Task. Please set down every entry again exactly as it stands, without the pictures.

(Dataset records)
══════
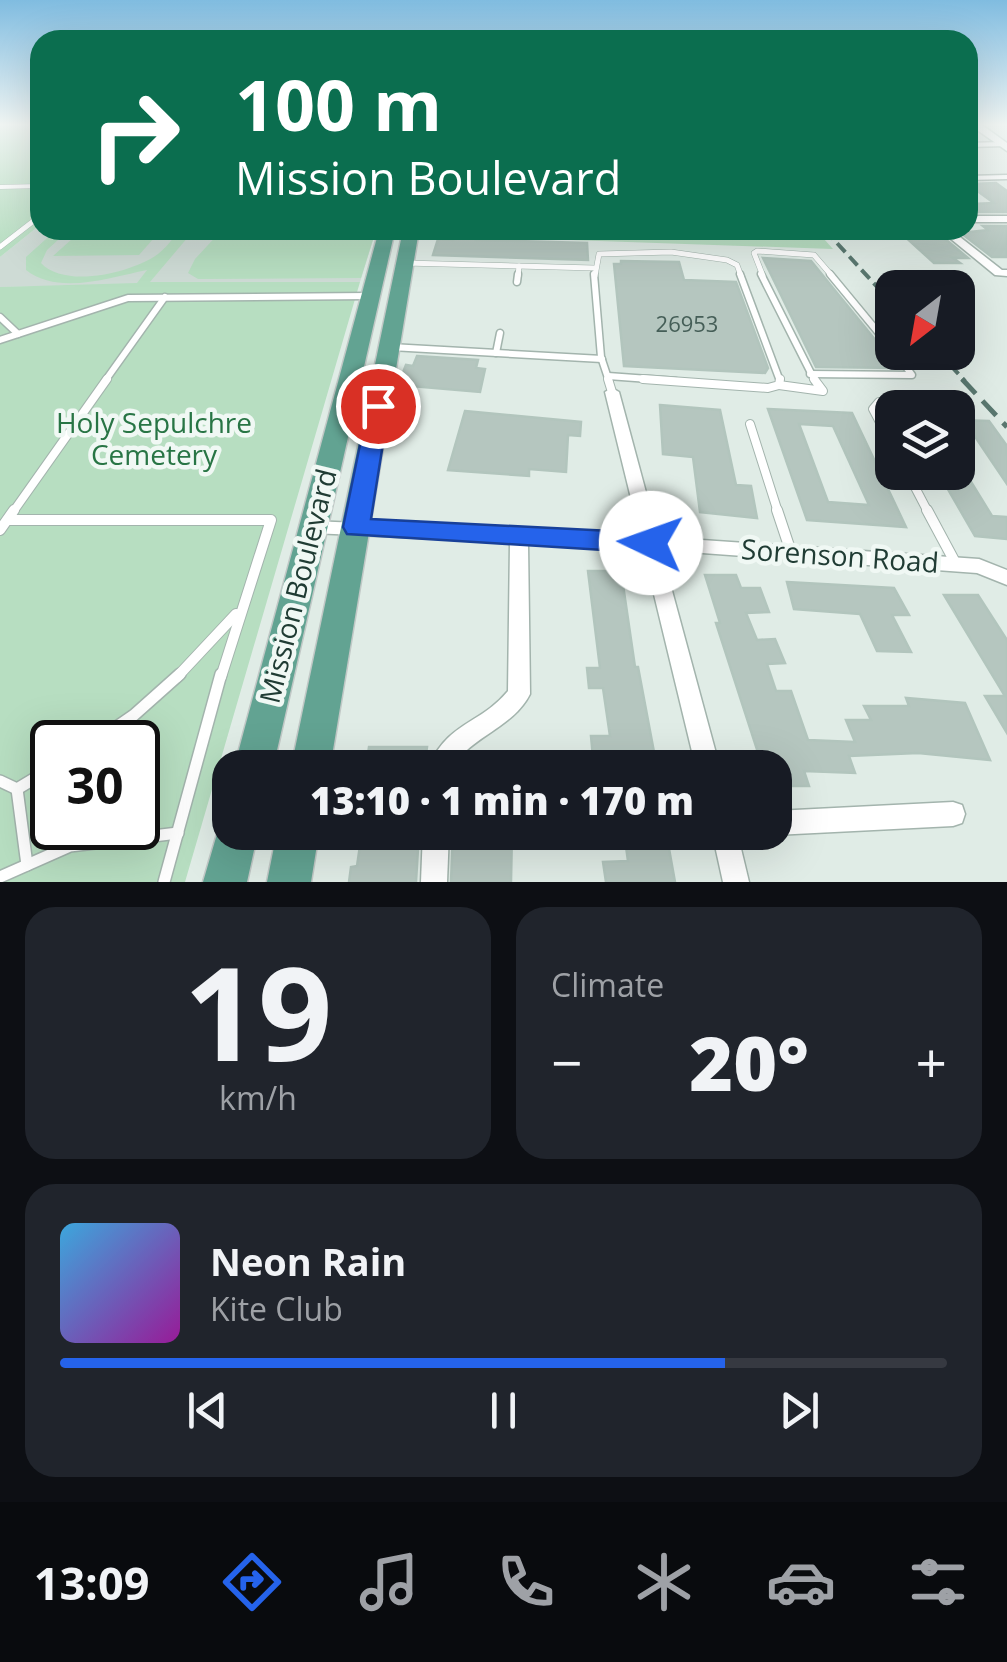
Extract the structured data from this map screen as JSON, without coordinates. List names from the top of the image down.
{
  "streets": {
    "main road": ["Mission Boulevard"],
    "street": ["Sorenson Road"]
  },
  "crossings": [
    ["Sorenson Road", "Mission Boulevard"]
  ],
  "parks": ["Holy Sepulchre Cemetery"],
  "house_numbers": ["26953"],
  "north": "bottom left",
  "page": {
    "turn": ["100 m", "Mission Boulevard"],
    "limit": "30",
    "trip": "13:10 · 1 min · 170 m",
    "tile": [
      ["19", "km/h"],
      "Climate"
    ],
    "heat": ["−", "20°", "+"],
    "song": ["Neon Rain", "Kite Club"],
    "tabs": "13:09"
  }
}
══════
Expected answer.
Extract the structured data from this map screen as JSON, without coordinates. List names from the top of the image down.
{
  "streets": {
    "main road": ["Mission Boulevard"],
    "street": ["Sorenson Road"]
  },
  "crossings": [
    ["Sorenson Road", "Mission Boulevard"]
  ],
  "parks": ["Holy Sepulchre Cemetery"],
  "house_numbers": ["26953"],
  "north": "bottom left",
  "page": {
    "turn": ["100 m", "Mission Boulevard"],
    "limit": "30",
    "trip": "13:10 · 1 min · 170 m",
    "tile": [
      ["19", "km/h"],
      "Climate"
    ],
    "heat": ["−", "20°", "+"],
    "song": ["Neon Rain", "Kite Club"],
    "tabs": "13:09"
  }
}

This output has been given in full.